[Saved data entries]

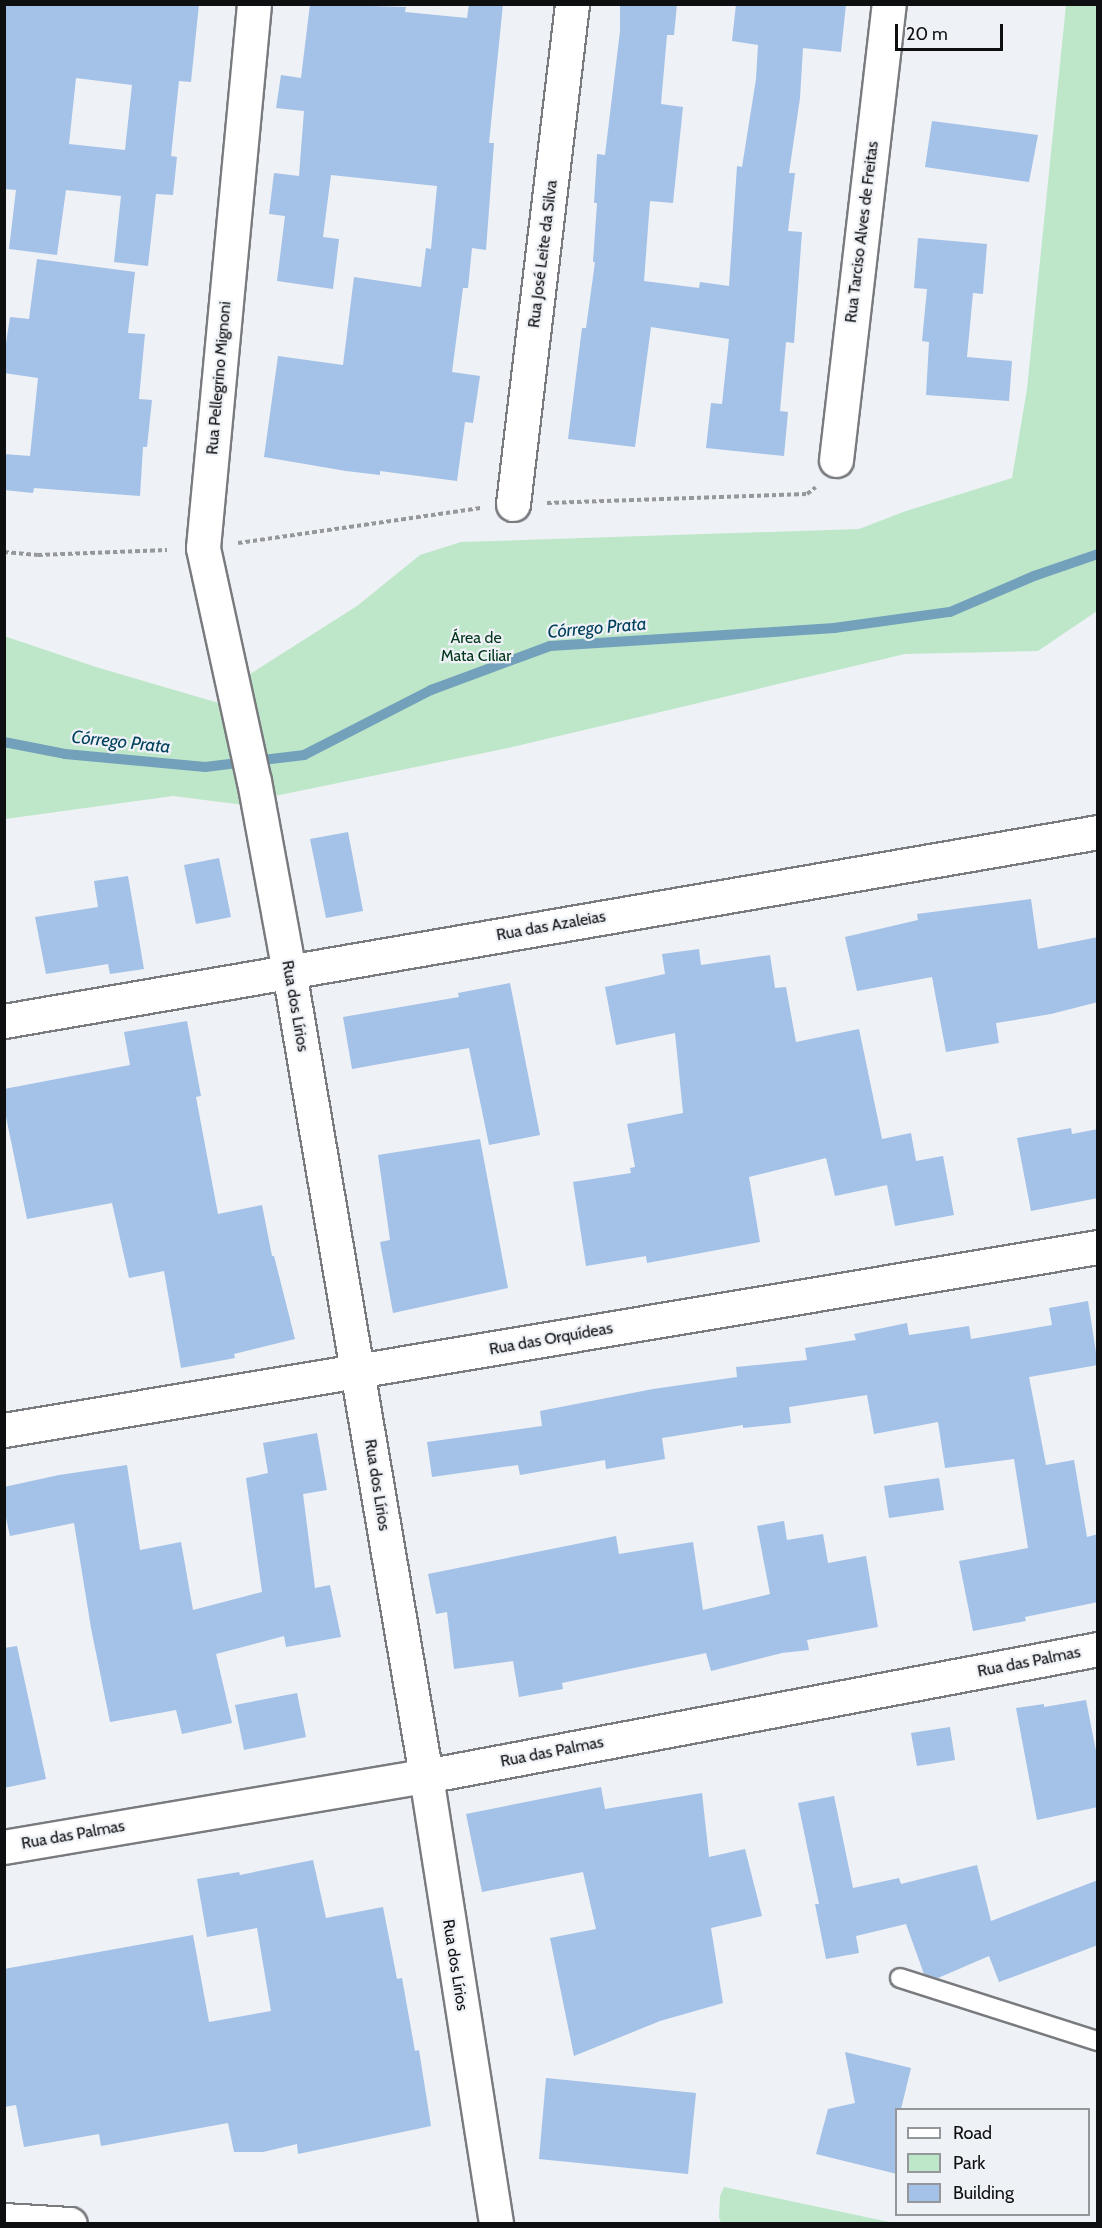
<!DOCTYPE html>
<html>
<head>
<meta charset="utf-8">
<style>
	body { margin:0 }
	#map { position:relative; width:1102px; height:2228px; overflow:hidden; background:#eef1f5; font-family:Cabin,sans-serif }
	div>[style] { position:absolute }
	.green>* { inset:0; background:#bee7c9 }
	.stream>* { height:10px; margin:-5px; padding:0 5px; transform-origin:5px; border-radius:5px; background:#73a0bb }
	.building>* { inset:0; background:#a4c1e7 }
	.path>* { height:4px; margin-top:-2px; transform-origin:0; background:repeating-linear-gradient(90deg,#95979a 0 4.5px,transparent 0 7.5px) }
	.roads { filter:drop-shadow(2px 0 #797b7f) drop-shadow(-2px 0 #797b7f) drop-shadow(0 2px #797b7f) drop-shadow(0 -2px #797b7f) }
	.service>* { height:18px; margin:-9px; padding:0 9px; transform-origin:9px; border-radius:9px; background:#fff }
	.minor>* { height:33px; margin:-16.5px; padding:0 16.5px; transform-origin:16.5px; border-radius:16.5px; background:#fff }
	.trunk>* { height:33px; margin:-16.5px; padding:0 16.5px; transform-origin:16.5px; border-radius:16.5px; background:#fff }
	span { translate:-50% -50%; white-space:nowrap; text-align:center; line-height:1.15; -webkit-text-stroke:4.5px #eef1f5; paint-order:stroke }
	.street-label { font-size:16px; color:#0e0f10 }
	.park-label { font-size:16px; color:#003519 }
	.water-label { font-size:18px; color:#01415d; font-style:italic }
	.frame { position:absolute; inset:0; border:6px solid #0e0f10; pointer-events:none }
	.legend { position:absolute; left:895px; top:2108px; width:195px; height:108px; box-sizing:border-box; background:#eef1f5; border:2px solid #949799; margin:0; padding:8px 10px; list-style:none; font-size:18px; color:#0e0f10 }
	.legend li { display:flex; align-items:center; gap:12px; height:30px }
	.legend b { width:30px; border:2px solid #949799 }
	.scale { position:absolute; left:895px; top:24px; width:108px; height:27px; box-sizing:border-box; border:3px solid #0e0f10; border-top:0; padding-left:8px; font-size:18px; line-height:21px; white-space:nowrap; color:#0e0f10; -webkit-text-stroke:4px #eef1f5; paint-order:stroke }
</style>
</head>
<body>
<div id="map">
	<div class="green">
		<div style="clip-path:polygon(1066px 5px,1097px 5px,1097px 611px,1038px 651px,905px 654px,508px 748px,270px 797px,247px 676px,357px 606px,420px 555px,461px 542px,859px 529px,906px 511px,1012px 478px,1027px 389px)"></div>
		<div style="clip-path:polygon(4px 636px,96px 667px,222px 704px,244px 805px,173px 796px,5px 819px)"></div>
		<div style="clip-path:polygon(724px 2187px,894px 2223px,721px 2223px,719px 2217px,720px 2196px)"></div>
	</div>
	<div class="stream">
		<div style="left:4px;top:742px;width:62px;rotate:11.1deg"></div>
		<div style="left:65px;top:754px;width:141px;rotate:5.3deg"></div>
		<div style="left:205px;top:767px;width:100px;rotate:-6.9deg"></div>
		<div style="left:304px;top:755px;width:143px;rotate:-27.1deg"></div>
		<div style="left:431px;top:690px;width:127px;rotate:-20.3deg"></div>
		<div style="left:550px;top:646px;width:285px;rotate:-3.6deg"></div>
		<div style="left:834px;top:628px;width:117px;rotate:-7.9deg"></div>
		<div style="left:950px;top:612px;width:91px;rotate:-23.2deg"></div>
		<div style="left:1034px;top:576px;width:68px;rotate:-19deg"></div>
	</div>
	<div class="building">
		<div style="clip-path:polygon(evenodd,4px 4px,199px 4px,191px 82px,179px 81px,171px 156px,177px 157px,173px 195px,156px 194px,148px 266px,114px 262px,121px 196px,66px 190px,57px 255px,9px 249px,16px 190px,4px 189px,4px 4px,76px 78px,132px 85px,125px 150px,69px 144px,76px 78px)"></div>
		<div style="clip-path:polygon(310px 4px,406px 7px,405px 12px,467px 18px,469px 4px,503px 4px,489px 143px,494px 143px,486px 250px,472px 248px,468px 288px,463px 288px,452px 372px,480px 376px,473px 423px,465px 422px,457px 481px,380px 471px,380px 475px,346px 471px,264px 457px,278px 356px,343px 365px,354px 277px,421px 287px,426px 248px,431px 249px,437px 186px,331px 175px,323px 237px,339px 239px,333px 289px,277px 281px,285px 216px,269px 214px,274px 173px,299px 176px,304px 111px,276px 108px,281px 75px,301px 78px)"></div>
		<div style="clip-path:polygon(620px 4px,677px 4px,674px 35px,667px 35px,661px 104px,683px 107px,673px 203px,650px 201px,644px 281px,699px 288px,700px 282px,729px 286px,737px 166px,742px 167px,756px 79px,758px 45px,732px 41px,736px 4px,846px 4px,841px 52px,803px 48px,800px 98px,789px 173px,795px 173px,788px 231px,802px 232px,794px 343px,786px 342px,780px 411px,788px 412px,784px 456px,706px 448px,711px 403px,722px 404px,729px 339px,651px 327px,635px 447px,568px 439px,582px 328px,586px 328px,595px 262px,593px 262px,597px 203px,594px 203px,597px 154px,605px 155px,620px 31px)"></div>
		<div style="clip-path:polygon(932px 121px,1038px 135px,1029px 182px,925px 167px)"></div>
		<div style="clip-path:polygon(918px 238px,987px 244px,983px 294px,973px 293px,967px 357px,1012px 361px,1009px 401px,926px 395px,929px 342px,922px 341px,927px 289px,914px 288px)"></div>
		<div style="clip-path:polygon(37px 259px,135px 272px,128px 333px,145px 334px,139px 399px,152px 400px,147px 447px,143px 447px,140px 496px,34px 488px,33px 493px,4px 490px,4px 454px,30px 456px,38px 378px,4px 373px,4px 356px,10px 317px,29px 319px)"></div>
		<div style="clip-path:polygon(348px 832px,363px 911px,326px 918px,310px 839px)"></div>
		<div style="clip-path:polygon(219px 858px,231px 917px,196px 924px,184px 865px)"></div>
		<div style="clip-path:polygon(128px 876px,144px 969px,110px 974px,108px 964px,46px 974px,35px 917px,98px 907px,94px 881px)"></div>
		<div style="clip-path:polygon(1031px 899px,1038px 949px,1098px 937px,1098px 1002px,1051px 1014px,996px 1023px,999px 1043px,946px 1052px,932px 977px,857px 991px,845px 937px,918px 920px,917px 914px)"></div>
		<div style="clip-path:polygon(699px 949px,701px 965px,770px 955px,775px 988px,786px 987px,796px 1042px,859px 1029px,882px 1139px,911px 1133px,916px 1161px,943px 1156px,954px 1215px,895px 1226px,887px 1185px,835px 1196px,826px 1158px,749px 1177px,760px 1242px,647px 1263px,646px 1256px,586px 1266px,573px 1182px,631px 1173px,630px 1168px,635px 1167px,627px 1124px,683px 1113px,675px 1033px,616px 1045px,605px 987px,665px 974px,662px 954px)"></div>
		<div style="clip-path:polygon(510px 983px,540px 1135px,489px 1145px,469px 1048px,352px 1069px,343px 1017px,459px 997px,458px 993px)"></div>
		<div style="clip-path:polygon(187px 1021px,201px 1096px,196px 1097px,218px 1214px,262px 1205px,272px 1256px,274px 1256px,295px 1339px,234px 1354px,235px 1358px,181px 1368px,164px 1271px,129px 1278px,112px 1203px,27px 1219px,4px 1107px,4px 1089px,130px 1065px,124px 1032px)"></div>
		<div style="clip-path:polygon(1071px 1128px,1072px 1134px,1098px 1129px,1098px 1198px,1031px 1211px,1017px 1138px)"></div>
		<div style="clip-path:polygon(480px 1139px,508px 1288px,393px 1313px,380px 1242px,390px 1240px,378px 1155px)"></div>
		<div style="clip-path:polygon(1088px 1301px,1098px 1365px,1029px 1377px,1046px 1465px,1074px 1460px,1087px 1537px,1098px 1534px,1098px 1602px,1025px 1617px,1026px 1621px,973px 1631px,959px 1561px,1028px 1548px,1014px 1459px,945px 1468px,938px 1422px,874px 1434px,867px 1395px,789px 1407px,791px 1423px,743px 1428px,743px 1425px,662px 1438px,665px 1459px,606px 1469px,605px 1460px,520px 1475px,518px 1465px,432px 1477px,427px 1442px,542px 1426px,540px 1411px,653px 1389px,737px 1377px,736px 1367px,807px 1360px,805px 1348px,856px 1340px,854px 1334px,907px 1323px,909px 1335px,969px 1326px,971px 1339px,1052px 1325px,1049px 1308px)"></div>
		<div style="clip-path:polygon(317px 1433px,327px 1490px,303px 1494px,315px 1588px,330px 1585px,341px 1637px,286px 1647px,284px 1636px,216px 1654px,232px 1723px,182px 1734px,176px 1710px,110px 1722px,91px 1628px,74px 1523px,10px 1536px,4px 1509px,4px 1487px,59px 1475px,127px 1465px,140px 1550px,181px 1542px,193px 1610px,262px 1592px,246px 1478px,268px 1473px,263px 1443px)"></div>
		<div style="clip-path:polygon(939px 1478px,944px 1510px,889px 1518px,884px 1486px)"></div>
		<div style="clip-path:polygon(784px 1521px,787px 1540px,823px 1534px,828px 1563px,866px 1556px,878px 1627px,807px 1640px,809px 1650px,782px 1653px,711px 1671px,706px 1653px,562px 1683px,563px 1689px,519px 1697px,513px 1661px,454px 1669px,447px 1612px,436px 1614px,428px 1574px,616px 1536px,619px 1554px,693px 1542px,703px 1610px,770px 1594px,757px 1526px)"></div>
		<div style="clip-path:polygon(17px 1646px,46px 1779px,4px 1788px,4px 1648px)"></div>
		<div style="clip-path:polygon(297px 1693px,306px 1737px,244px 1750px,235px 1705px)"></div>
		<div style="clip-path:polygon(1086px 1700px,1098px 1761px,1098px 1807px,1037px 1820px,1016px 1708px,1044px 1704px,1044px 1707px)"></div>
		<div style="clip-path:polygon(950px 1727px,955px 1760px,917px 1766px,911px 1733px)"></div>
		<div style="clip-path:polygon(601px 1787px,605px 1809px,702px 1793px,709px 1857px,745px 1849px,762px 1916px,711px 1928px,723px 2003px,660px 2021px,574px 2056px,550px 1938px,596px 1929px,583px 1872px,482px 1892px,466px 1814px)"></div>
		<div style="clip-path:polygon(834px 1796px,853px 1888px,899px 1878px,901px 1884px,977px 1865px,991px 1921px,1098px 1880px,1098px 1945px,999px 1982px,989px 1956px,938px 1978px,924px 1974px,906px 1924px,856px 1936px,859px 1953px,826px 1959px,815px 1904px,819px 1904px,798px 1803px)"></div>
		<div style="clip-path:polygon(313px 1860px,326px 1918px,383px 1907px,397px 1979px,402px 1978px,415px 2051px,419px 2050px,431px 2126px,298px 2154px,297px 2144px,263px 2152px,234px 2152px,228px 2123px,101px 2146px,99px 2134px,24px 2147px,16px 2105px,4px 2107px,4px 1969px,193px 1935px,209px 2022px,271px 2011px,257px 1928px,207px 1937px,197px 1879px,239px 1872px,240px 1875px)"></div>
		<div style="clip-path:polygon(845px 2052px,911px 2068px,901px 2109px,897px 2109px,897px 2174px,816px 2154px,828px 2109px,855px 2103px)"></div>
		<div style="clip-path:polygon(546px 2078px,696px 2093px,688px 2174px,539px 2159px)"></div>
	</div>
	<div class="path">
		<div style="left:547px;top:503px;width:260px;rotate:-2deg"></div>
		<div style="left:807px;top:494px;width:11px;rotate:-38deg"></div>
		<div style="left:238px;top:543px;width:245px;rotate:-8.2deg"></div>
		<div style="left:4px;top:552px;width:34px;rotate:5deg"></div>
		<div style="left:38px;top:555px;width:129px;rotate:-2.2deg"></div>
	</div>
	<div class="roads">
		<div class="service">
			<div style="left:900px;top:1978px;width:208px;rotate:17.7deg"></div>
		</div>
		<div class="minor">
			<div style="left:254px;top:4px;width:546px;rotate:95.36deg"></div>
			<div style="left:203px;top:548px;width:239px;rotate:77.7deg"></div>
			<div style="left:254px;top:781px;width:193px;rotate:79.6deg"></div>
			<div style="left:289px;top:971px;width:817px;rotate:80.34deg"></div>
			<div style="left:426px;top:1776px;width:453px;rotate:81.1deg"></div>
			<div style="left:836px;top:460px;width:459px;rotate:-83.4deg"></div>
			<div style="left:513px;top:504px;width:503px;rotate:-83.27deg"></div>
			<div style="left:4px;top:1021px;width:1110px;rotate:-9.8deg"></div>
			<div style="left:4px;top:1430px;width:1109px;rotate:-9.5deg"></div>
			<div style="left:4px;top:1847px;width:428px;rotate:-9.6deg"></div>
			<div style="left:426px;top:1776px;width:684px;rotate:-10.7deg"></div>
		</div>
		<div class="trunk">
			<div style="left:4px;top:2220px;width:66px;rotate:3.5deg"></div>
		</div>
	</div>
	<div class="street-label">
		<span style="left:862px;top:232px;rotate:-83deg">Rua Tarciso Alves de Freitas</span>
		<span style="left:543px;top:254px;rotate:-83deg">Rua José Leite da Silva</span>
		<span style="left:219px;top:378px;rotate:-85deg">Rua Pellegrino Mignoni</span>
		<span style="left:551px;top:926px;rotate:-10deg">Rua das Azaleias</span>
		<span style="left:295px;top:1006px;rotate:80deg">Rua dos Lírios</span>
		<span style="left:551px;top:1339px;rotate:-10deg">Rua das Orquídeas</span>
		<span style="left:377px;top:1485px;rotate:81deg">Rua dos Lírios</span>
		<span style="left:1029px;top:1662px;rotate:-11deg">Rua das Palmas</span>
		<span style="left:552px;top:1752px;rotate:-11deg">Rua das Palmas</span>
		<span style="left:73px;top:1835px;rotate:-10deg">Rua das Palmas</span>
		<span style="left:455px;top:1965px;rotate:81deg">Rua dos Lírios</span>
	</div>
	<div class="park-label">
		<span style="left:476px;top:647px">Área de<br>Mata Ciliar</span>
	</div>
	<div class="water-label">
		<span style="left:597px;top:628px;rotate:-5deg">Córrego Prata</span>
		<span style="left:121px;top:742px;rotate:6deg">Córrego Prata</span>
	</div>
	<div class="frame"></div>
	<ul class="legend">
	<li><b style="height:8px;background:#fff"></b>Road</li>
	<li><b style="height:16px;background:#bee7c9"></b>Park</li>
	<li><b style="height:16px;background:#a4c1e7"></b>Building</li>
	</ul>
	<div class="scale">20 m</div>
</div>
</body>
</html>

* **Task item**:
Go through the data and show each line that holds "stream".

* **Response to this exercise**:
	.stream>* { height:10px; margin:-5px; padding:0 5px; transform-origin:5px; border-radius:5px; background:#73a0bb }
	<div class="stream">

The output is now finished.